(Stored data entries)
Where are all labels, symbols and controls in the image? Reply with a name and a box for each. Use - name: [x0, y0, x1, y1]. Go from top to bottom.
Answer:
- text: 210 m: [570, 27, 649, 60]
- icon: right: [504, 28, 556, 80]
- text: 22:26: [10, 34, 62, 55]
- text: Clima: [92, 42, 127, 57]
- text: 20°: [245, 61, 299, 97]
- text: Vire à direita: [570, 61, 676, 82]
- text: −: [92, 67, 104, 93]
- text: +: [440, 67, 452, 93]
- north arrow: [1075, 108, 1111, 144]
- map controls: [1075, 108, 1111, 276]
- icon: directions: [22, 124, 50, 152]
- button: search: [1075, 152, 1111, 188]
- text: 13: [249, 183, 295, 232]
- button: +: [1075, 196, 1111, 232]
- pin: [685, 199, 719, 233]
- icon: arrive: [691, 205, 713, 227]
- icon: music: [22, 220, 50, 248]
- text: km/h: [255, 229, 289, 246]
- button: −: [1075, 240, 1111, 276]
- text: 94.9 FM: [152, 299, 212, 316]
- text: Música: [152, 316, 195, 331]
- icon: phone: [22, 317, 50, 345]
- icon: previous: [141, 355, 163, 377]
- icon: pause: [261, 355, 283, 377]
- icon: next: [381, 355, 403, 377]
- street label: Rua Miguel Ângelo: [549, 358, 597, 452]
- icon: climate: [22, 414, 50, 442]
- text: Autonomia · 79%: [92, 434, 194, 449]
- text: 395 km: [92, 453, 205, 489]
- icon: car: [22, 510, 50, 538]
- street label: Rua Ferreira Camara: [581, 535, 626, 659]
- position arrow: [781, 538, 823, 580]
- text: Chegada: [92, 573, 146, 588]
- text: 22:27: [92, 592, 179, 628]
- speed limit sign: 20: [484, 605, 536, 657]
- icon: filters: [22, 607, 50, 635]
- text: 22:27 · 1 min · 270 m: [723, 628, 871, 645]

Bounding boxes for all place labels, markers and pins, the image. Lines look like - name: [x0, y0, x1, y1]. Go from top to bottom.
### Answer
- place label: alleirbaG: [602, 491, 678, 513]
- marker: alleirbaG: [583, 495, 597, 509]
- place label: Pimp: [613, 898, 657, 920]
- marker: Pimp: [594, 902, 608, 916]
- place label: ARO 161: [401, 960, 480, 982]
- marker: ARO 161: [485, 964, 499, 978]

* _Your task_
Search the data for "bottom". Copy every line that has it.

* _Expected answer_
Where are all labels, symbols and controls in the image? Reply with a name and a box for each. Use - name: [x0, y0, x1, y1]. Go from top to bottom.
Bounding boxes for all place labels, markers and pins, the image. Lines look like - name: [x0, y0, x1, y1]. Go from top to bottom.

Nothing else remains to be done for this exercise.